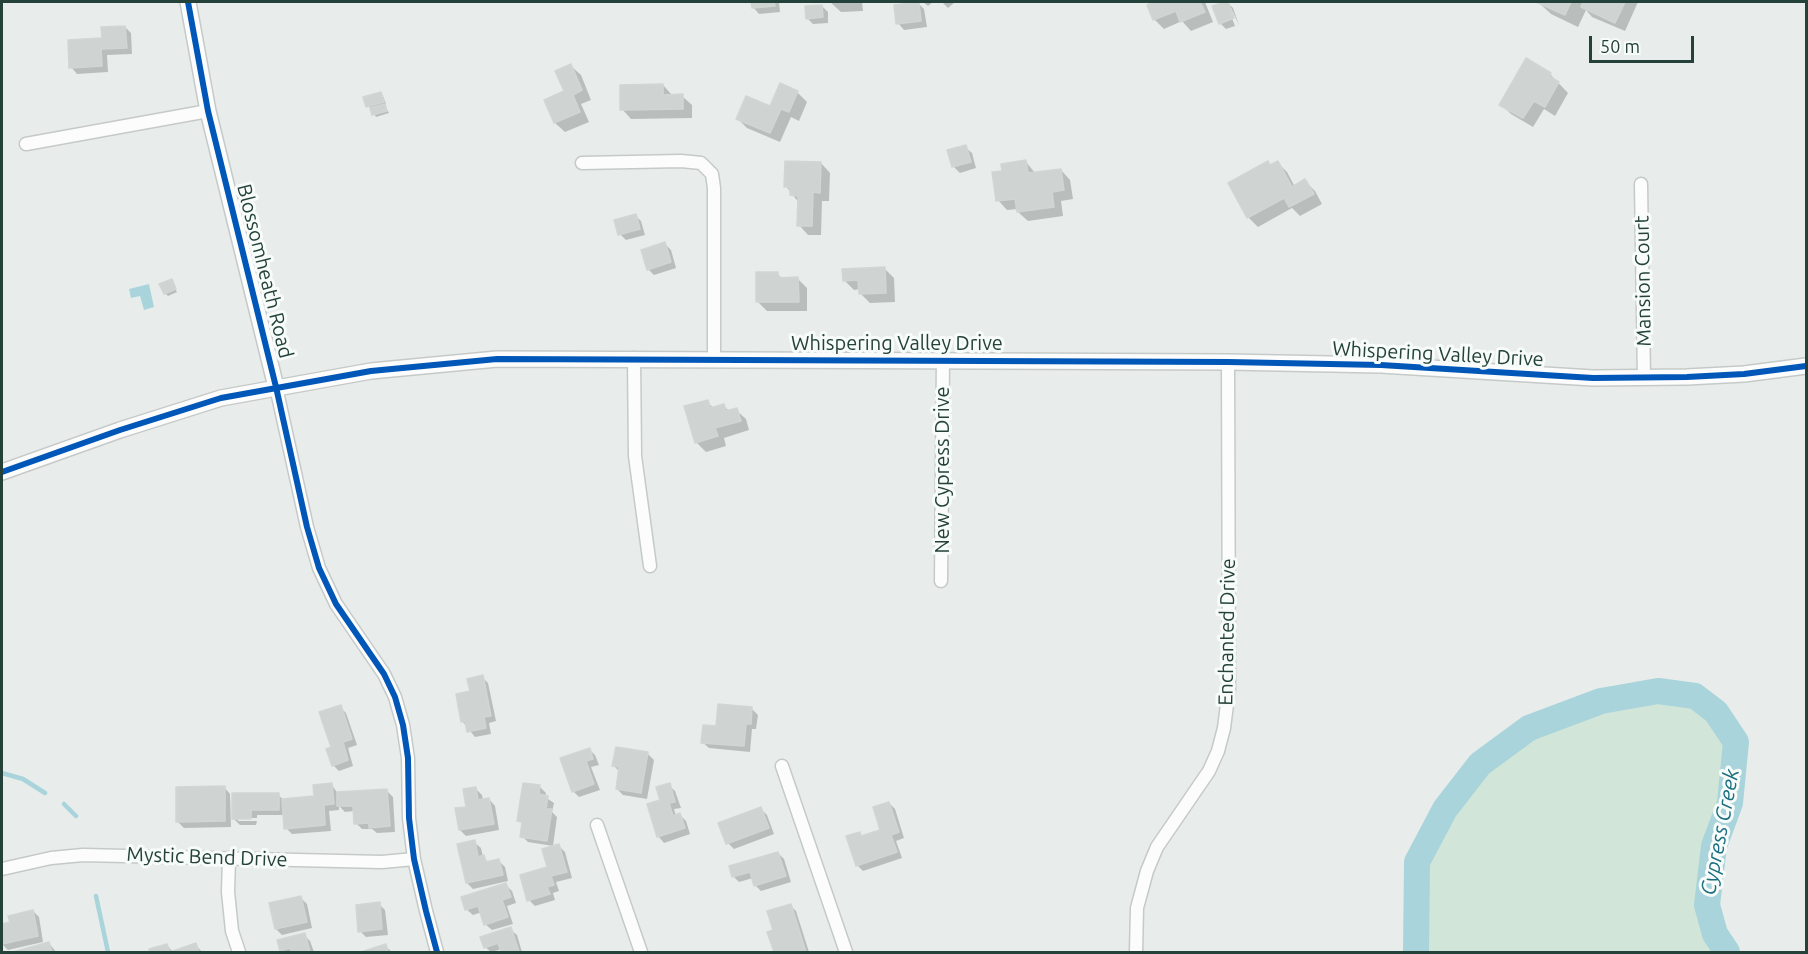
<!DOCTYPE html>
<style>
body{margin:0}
#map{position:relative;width:1808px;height:954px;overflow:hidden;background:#e8edeb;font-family:Ubuntu,sans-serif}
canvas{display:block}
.frame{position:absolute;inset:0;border:3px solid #24423a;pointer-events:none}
.scale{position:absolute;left:1589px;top:36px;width:105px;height:27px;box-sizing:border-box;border:3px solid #24423a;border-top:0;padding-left:8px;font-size:18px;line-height:21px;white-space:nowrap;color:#24423a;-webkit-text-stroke:4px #f7fbf9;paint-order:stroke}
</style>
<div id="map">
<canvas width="1808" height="954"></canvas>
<div class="frame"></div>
<div class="scale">50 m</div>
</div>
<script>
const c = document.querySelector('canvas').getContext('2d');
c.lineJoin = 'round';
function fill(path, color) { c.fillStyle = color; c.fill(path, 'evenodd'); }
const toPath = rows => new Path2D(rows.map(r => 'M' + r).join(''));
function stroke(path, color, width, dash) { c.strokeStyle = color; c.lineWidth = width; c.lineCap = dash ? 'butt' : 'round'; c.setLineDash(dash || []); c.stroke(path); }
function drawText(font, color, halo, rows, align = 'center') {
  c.font = font + ' Ubuntu,sans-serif'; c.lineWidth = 6; c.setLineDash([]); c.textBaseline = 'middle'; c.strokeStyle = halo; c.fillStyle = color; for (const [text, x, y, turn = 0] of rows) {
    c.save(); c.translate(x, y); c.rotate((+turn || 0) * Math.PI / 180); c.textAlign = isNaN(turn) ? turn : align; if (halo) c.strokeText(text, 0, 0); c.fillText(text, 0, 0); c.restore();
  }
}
fill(toPath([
 [1658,691,1695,696,1716,712,1736,742,1730,803,1714,846,1707,905,1715,934,1727,952,1416,952,1417,862,1445,809,1480,764,1529,728,1601,701]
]), '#d1e6d8');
fill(toPath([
 [149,284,154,307,144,310,140,296,131,298,129,289]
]), '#a9d4db');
fill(toPath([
 [753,2,779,2,780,12,759,14,753,7],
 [830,2,862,2,863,11,841,12],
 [923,2,933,2,928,6],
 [942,2,955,2,948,8],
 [1158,2,1205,2,1213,22,1191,31,1182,21,1164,29,1154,19,1149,5],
 [1227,2,1233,8,1239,25,1231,8,1228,8,1235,26,1226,29,1220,23],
 [1538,2,1638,2,1625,31,1592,17,1586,10,1578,27,1551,14],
 [918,3,924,9,927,27,904,30,898,23],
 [822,6,828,12,828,23,813,24,807,18],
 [125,27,131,33,132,54,107,55,108,72,77,74,71,67,103,39],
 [571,66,581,75,591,100,581,104,589,122,565,132,555,123,546,100,566,92],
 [1550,74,1568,93,1555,116,1544,109,1533,127,1511,114,1501,104],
 [663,85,672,95,682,96,692,105,692,118,631,119,622,109],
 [797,92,807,102,799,121,791,117,780,142,747,128,737,118,771,108],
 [381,93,383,96,386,104,384,105,389,113,376,117,371,108,367,106],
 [965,147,972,153,976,168,960,173,954,167,949,151],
 [1026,162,1036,174,1061,170,1070,180,1073,199,1061,201,1063,216,1028,221,1018,212,1018,209,1007,210,998,200,1004,172],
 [821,163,830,173,829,201,822,201,821,235,808,235,799,225,799,203,786,186],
 [1278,163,1287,172,1295,187,1305,181,1315,191,1322,204,1300,216,1292,208,1258,227,1248,217,1271,166],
 [635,215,641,221,645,235,626,240,620,234],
 [665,244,671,250,676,268,654,275,648,269],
 [885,269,894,278,895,302,870,303,860,293,860,289,854,290,844,280],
 [777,274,783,279,798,279,807,288,807,311,767,311,758,302],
 [171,281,177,292,168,296,165,293],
 [707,401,714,409,724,406,730,412,736,410,746,419,749,430,724,438,726,446,706,452,696,442],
 [482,677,488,683,496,721,489,723,491,734,475,737,462,721,471,693],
 [340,707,346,713,357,745,348,748,353,766,339,771,333,765,333,748],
 [751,708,758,715,756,729,752,729,750,752,709,748,702,742,717,728],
 [589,749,595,755,599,765,591,767,600,790,579,797,573,791],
 [648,754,654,760,647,799,623,795,617,789,620,772,614,766],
 [332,785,338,794,387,791,393,797,395,832,377,833,372,829,362,829,356,823,355,811,345,812,339,806,339,810,329,811,331,831,292,834,286,828,285,815,257,815,257,818,238,818,238,821,257,821,256,825,240,825,233,818,278,795,284,800,316,798],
 [669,785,675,791,681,808,674,809,676,816,680,815,686,821,690,834,664,843,658,836,661,801],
 [224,787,230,794,231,827,184,828,178,822],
 [540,787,546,793,545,797,554,803,552,812,557,817,553,846,528,842,522,836,523,825,519,820],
 [476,789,482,795,483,800,489,799,495,806,499,830,466,836,460,830],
 [889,803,895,809,904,838,896,841,902,858,863,871,857,865,859,834,863,837,882,831],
 [761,809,767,815,774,834,734,849,728,843],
 [474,842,481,848,483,857,489,863,499,861,505,867,508,881,473,889,467,883,459,846],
 [559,846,565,852,572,878,556,882,559,891,553,893,555,900,535,906,529,900,549,868],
 [778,853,784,859,791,882,761,891,755,885,753,878,739,882,733,876],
 [506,885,512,891,516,903,507,906,513,924,492,930,485,924,482,912,473,915,466,909],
 [301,898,307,904,312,928,282,935,276,929],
 [379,904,385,910,388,935,366,937,360,931],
 [790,905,796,911,809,952,775,952,769,933,775,931],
 [33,911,39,917,43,942,8,950,2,944,2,925,11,923],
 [510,929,517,935,522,952,503,952,502,949,491,952,485,947],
 [304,935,310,941,314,952,284,952,282,950],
 [49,943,56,952,16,952],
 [167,945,173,952,196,945,202,952,151,952,151,950],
 [385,946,392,952,365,952]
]), '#0003');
stroke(toPath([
 [2,773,23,779,45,793],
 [64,804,76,816],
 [96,896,108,952]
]), '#a9d4db', 4.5);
stroke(toPath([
 [1416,952,1417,862,1445,809,1480,764,1529,728,1601,701,1658,691,1695,696,1716,712,1736,742,1730,803,1714,846,1707,905,1715,934,1727,952]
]), '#a9d4db', 26);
const building = toPath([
 [751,2,774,2,775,6,752,8,751,2],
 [919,2,921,21,896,24,894,5,919,2],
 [1154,2,1200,2,1205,12,1180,22,1176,11,1153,20,1147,5,1154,2],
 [1225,2,1228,2,1234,18,1219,24,1212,6,1225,2],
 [1536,2,1571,2,1565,15,1536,2],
 [1583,2,1625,2,1615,23,1581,7,1583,2],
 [822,5,823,17,806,19,805,6,822,5],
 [125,26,127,48,101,49,102,66,69,68,68,40,102,38,101,27,125,26],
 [1526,58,1551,73,1549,76,1559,82,1545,107,1534,101,1523,118,1499,105,1526,58],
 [571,64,582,90,573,95,580,112,554,123,544,100,564,91,555,71,571,64],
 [780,83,798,91,789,112,781,109,770,133,736,119,746,96,770,106,780,83],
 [663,84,663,95,683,94,683,109,620,110,620,85,663,84],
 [381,92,384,102,366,107,363,97,381,92],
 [385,104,387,111,372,115,370,108,385,104],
 [966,145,971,162,952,167,947,150,966,145],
 [1026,160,1028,173,1061,169,1064,190,1052,192,1054,207,1017,212,1015,199,996,201,992,172,1002,171,1001,164,1026,160],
 [785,161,821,162,820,193,813,192,812,226,797,226,798,196,790,195,790,187,784,187,785,161],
 [1268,161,1270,165,1278,161,1292,187,1305,179,1314,194,1289,207,1284,198,1247,218,1228,183,1268,161],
 [636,214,640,229,618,235,614,220,636,214],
 [665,242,671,262,647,270,641,250,665,242],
 [885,267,886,293,859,294,858,280,843,281,842,269,885,267],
 [756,272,778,272,778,278,798,277,799,302,756,302,756,272],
 [172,279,176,289,164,294,159,284,172,279],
 [708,400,710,408,724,404,726,411,737,408,741,421,715,428,718,436,695,443,684,406,708,400],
 [483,675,491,716,484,717,486,728,467,732,465,721,461,722,456,694,470,691,467,679,483,675],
 [718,704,752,707,751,724,746,724,744,746,701,743,703,725,716,726,718,704],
 [341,705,352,739,343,742,348,760,332,766,326,749,331,747,319,712,341,705],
 [616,747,648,752,641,793,616,789,619,767,612,766,616,747],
 [590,748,593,759,586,761,594,784,572,792,560,758,590,748],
 [332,783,334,804,324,805,325,825,284,829,282,799,314,796,313,785,332,783],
 [523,783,540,785,539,794,548,796,546,809,552,809,547,841,520,837,522,822,517,821,523,783],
 [670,783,675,802,669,803,673,816,680,813,685,828,657,837,647,804,660,800,656,787,670,783],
 [225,786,225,821,176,822,176,787,225,786],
 [476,787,478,800,489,798,494,824,459,830,455,808,466,807,463,789,476,787],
 [387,789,390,826,369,828,369,823,354,824,353,806,337,806,337,792,387,789],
 [232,793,279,793,279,810,251,810,251,819,232,819,232,793],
 [889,802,899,832,891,835,897,852,856,866,846,836,860,832,861,836,880,830,873,807,889,802],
 [761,807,769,828,726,844,718,823,761,807],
 [475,840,478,857,484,855,486,862,499,859,503,875,466,883,457,844,475,840],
 [559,844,567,872,551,876,554,885,547,887,550,894,527,901,520,875,547,867,542,849,559,844],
 [778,852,786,876,754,886,750,872,732,877,729,866,778,852],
 [506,883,511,897,502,900,508,917,484,925,478,906,465,910,461,897,506,883],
 [301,896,307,922,275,929,269,903,301,896],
 [380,902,382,929,358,932,356,905,380,902],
 [791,904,806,952,774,952,767,932,773,930,767,911,791,904],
 [33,910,38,936,2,944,2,924,10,922,8,916,33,910],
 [511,927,519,952,499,952,501,952,498,943,484,948,480,937,511,927],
 [305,933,310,952,292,952,290,948,280,951,277,940,305,933],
 [49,942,52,952,13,952,49,942],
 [196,943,199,952,150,952,149,949,167,944,170,952,196,943],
 [386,944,388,952,361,952,386,944]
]);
fill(building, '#cfd4d2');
stroke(building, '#d1d6d4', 1.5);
const minor = toPath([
 [26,144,208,111],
 [582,163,681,161,701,163,712,174,714,188,714,359],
 [1641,184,1644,378],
 [634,358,635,456,650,566],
 [276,387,307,527,319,568,336,604,384,674,395,697,403,725,408,758,409,818,414,859,426,911,437,952],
 [941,581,943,359],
 [782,766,846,952],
 [597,825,641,952],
 [229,858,228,892,232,931,239,952],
 [2,869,51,858,83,855,382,862,414,859],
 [1136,952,1137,908,1147,871,1157,847,1209,771,1218,751,1224,728,1229,689,1228,362]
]);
const tertiary = toPath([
 [188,2,208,111,276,387],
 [2,472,120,430,221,398,371,371,497,359,1228,362,1381,365,1593,378,1687,377,1744,374,1806,366]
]);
stroke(minor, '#c5cac8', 15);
stroke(tertiary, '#c5cac8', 18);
stroke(minor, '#fcfcfc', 12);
stroke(tertiary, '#fcfcfc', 15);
stroke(toPath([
 [188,2,208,111,276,387,307,527,319,568,336,604,384,674,395,697,403,725,408,758,409,818,414,859,426,911,437,952],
 [2,472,120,430,221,398,371,371,497,359,1228,362,1381,365,1593,378,1687,377,1744,374,1806,366]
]), '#0057b8', 6);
drawText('20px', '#24423a', '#f7fbf9', [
 ["Blossomheath Road",265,271,76],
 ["Mansion Court",1643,281,-91],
 ["Whispering Valley Drive",897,343],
 ["Whispering Valley Drive",1438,354,3],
 ["New Cypress Drive",942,470,-90],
 ["Enchanted Drive",1227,632,-89],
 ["Mystic Bend Drive",207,857,2]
]);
drawText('italic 21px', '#1c6f80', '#f7fbf9', [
 ["Cypress Creek",1720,832,-79]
]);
</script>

* _What is required_
Report only how many lines above include "turn".

* _Answer box_
2